Evan Honken ran his pointer finger along the line of words, sounding them out as needed, which wasn’t that often.
“Tor-pe-do,” he said.
“Wow, very good,” said his mom, Erica Honken.
It was very good. Evan is a kindergartenert at Roosevelt Elementary in Mankato. Years ago, kindergartners learned their ABCs. These days, said Principal Ann Haggerty, kids are expected to know their letters and sounds before they get to school.
That was apparent in a kindergarten classroom Thursday morning. For the second year, Reading Corps held a family reading day in which parents, grandparents and siblings came to school throughout the day to read with their kids in different grade levels.
“We’re really working on promoting reading at home, taking that time at home,” said Hilary Urban, a Reading Corps literacy tutor, who wasn’t surprised by some of the fluent readers in the room. “There are some very good readers.”
Owen Padilla was one of them, although he insisted his name was Owee-Owee Cookie-Doughy. His grandma, Etta Poole, had come to read with Owee-Owee, and the two were tucked in a far corner of the room on the carpet, surrounded by others doing the same.

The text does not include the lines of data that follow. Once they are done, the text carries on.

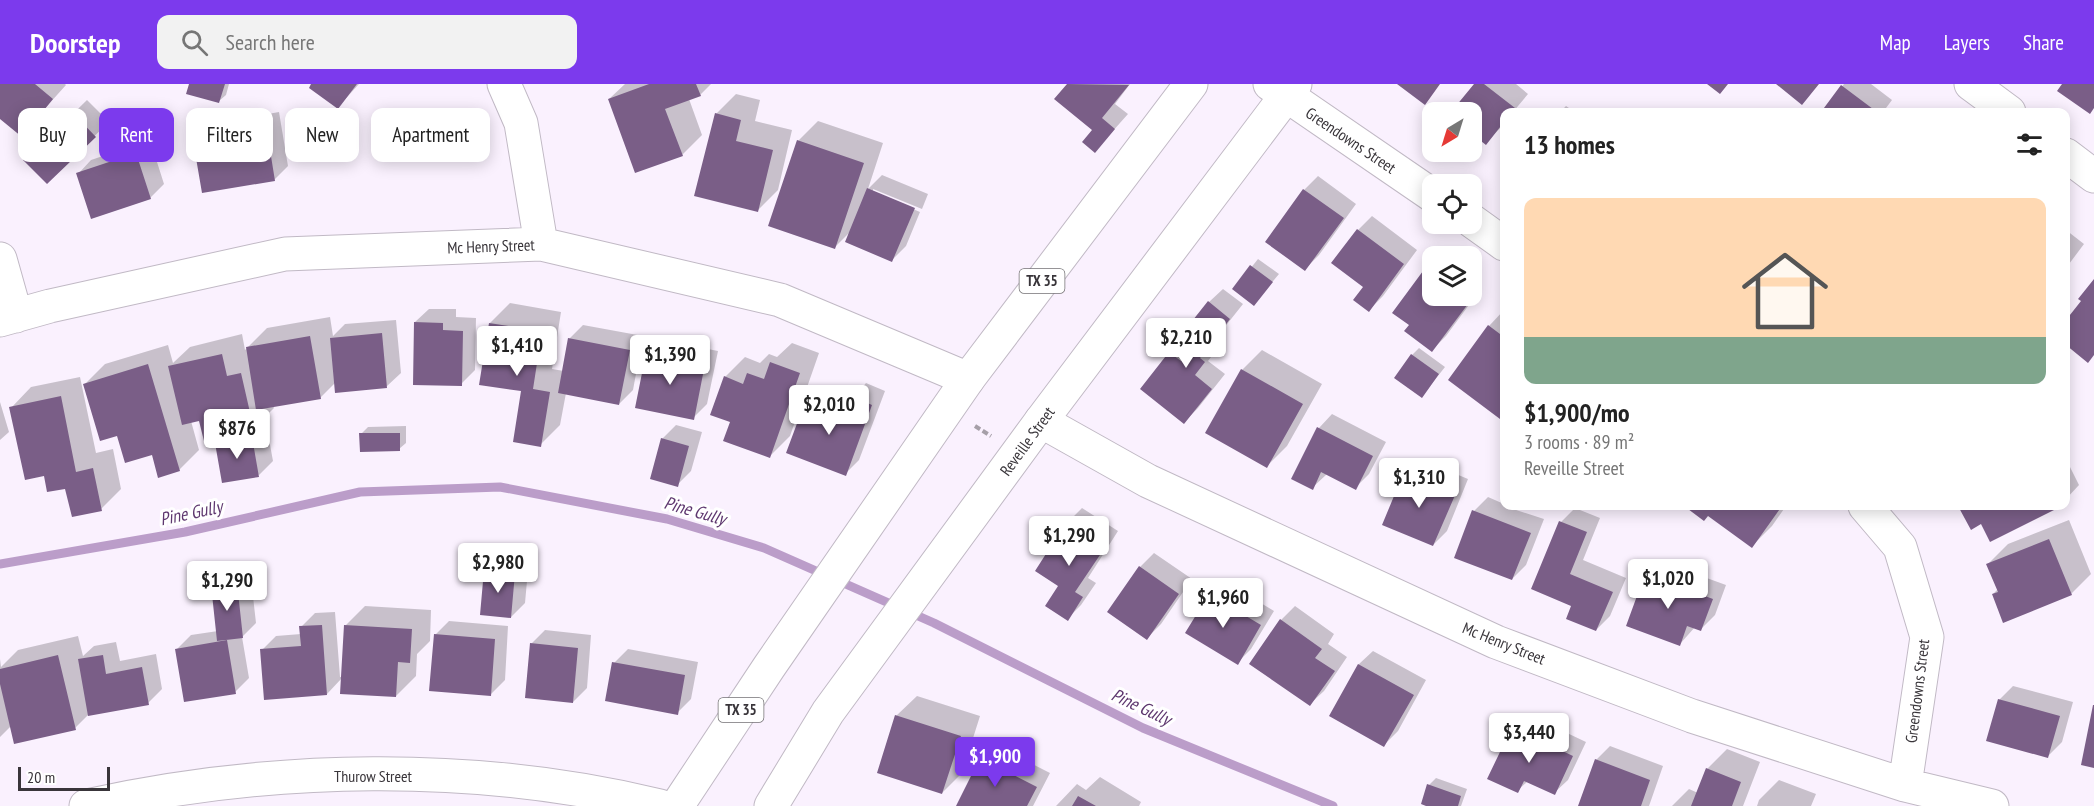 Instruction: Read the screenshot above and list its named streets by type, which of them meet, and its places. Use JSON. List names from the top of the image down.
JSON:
{
  "streets": {
    "street": [
      "Greendowns Street",
      "Mc Henry Street",
      "TX 35",
      "Reveille Street",
      "Thurow Street"
    ]
  },
  "crossings": [
    ["Greendowns Street", "Mc Henry Street"],
    ["Greendowns Street", "Reveille Street"],
    ["Mc Henry Street", "TX 35"],
    ["Mc Henry Street", "Reveille Street"]
  ],
  "water": ["Pine Gully"],
  "scale_bar": "20 m",
  "north": "bottom left",
  "page": {
    "header": "Doorstep",
    "search": "Search here",
    "nav": ["Map", "Layers", "Share"],
    "chip": [
      "Buy",
      "Rent",
      "Filters",
      "New",
      "Apartment"
    ],
    "heading": "13 homes",
    "list": [
      {
        "name": "$1,900/mo",
        "note": "3 rooms · 89 m² · Reveille Street"
      }
    ],
    "price": [
      "$2,210",
      "$1,410",
      "$1,390",
      "$2,010",
      "$876",
      "$1,310",
      "$1,290",
      "$2,980",
      "$1,020",
      "$1,290",
      "$1,960",
      "$3,440",
      "$1,900"
    ],
    "scale": "20 m"
  }
} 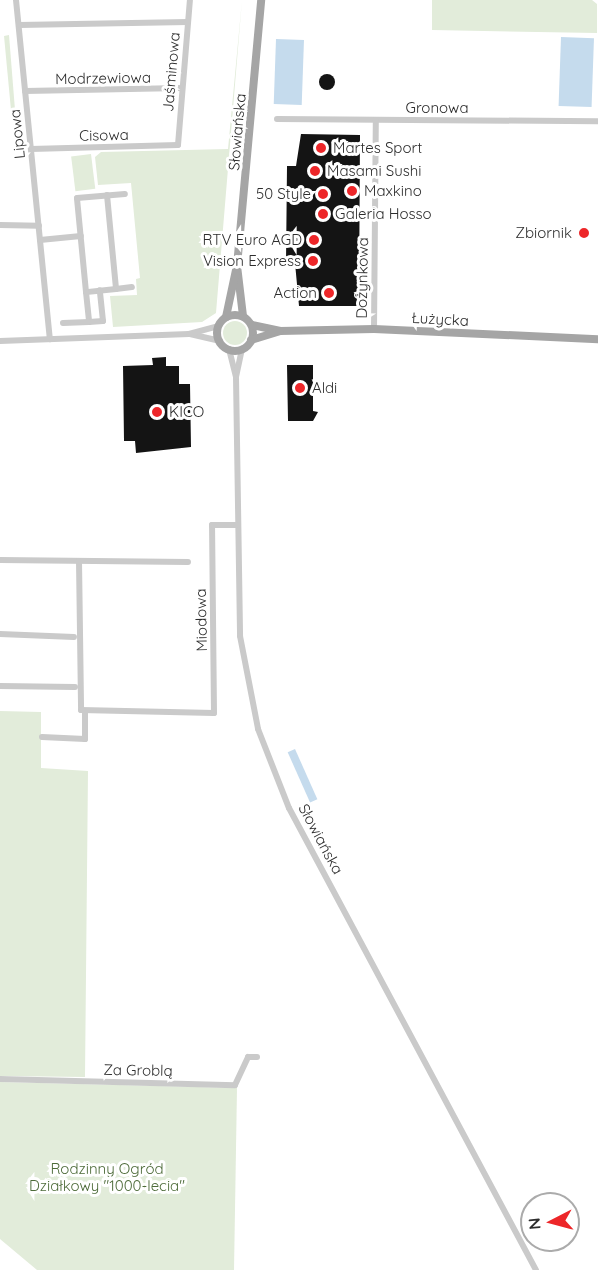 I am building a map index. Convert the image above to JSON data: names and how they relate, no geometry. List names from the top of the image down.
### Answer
{
  "streets": {
    "main road": ["Słowiańska", "Łużycka"],
    "street": [
      "Jaśminowa",
      "Modrzewiowa",
      "Gronowa",
      "Lipowa",
      "Cisowa",
      "Dożynkowa",
      "Miodowa",
      "Za Groblą"
    ]
  },
  "crossings": [
    ["Jaśminowa", "Modrzewiowa"],
    ["Jaśminowa", "Cisowa"],
    ["Modrzewiowa", "Lipowa"],
    ["Gronowa", "Dożynkowa"],
    ["Słowiańska", "Łużycka"],
    ["Słowiańska", "Miodowa"],
    ["Lipowa", "Cisowa"],
    ["Dożynkowa", "Łużycka"]
  ],
  "parks": ["Rodzinny Ogród Działkowy \"1000-lecia\""],
  "places": [
    "Martes Sport",
    "Masami Sushi",
    "Maxkino",
    "50 Style",
    "Galeria Hosso",
    "Zbiornik",
    "RTV Euro AGD",
    "Vision Express",
    "Action",
    "Aldi",
    "KICO"
  ],
  "north": "left"
}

The Honkens were across the way, tackling a book on sharks and learning about razor-sharp teeth and “cold, dead eyes.” “This is kind of a scary sounding book,” Erica said. “‘A great white shark’s bite is three times stronger than a lion’s bite.’”
“Wow,” Evan said, before it was his turn to read again.
Reading Corps is the largest state AmeriCorps program and has been recognized nationally for its success in helping children become proficient in reading by third grade. The program is for children ages 3 to grade 3 and is implemented in about 600 schools, Head Start centers and early-childhood programs across the state.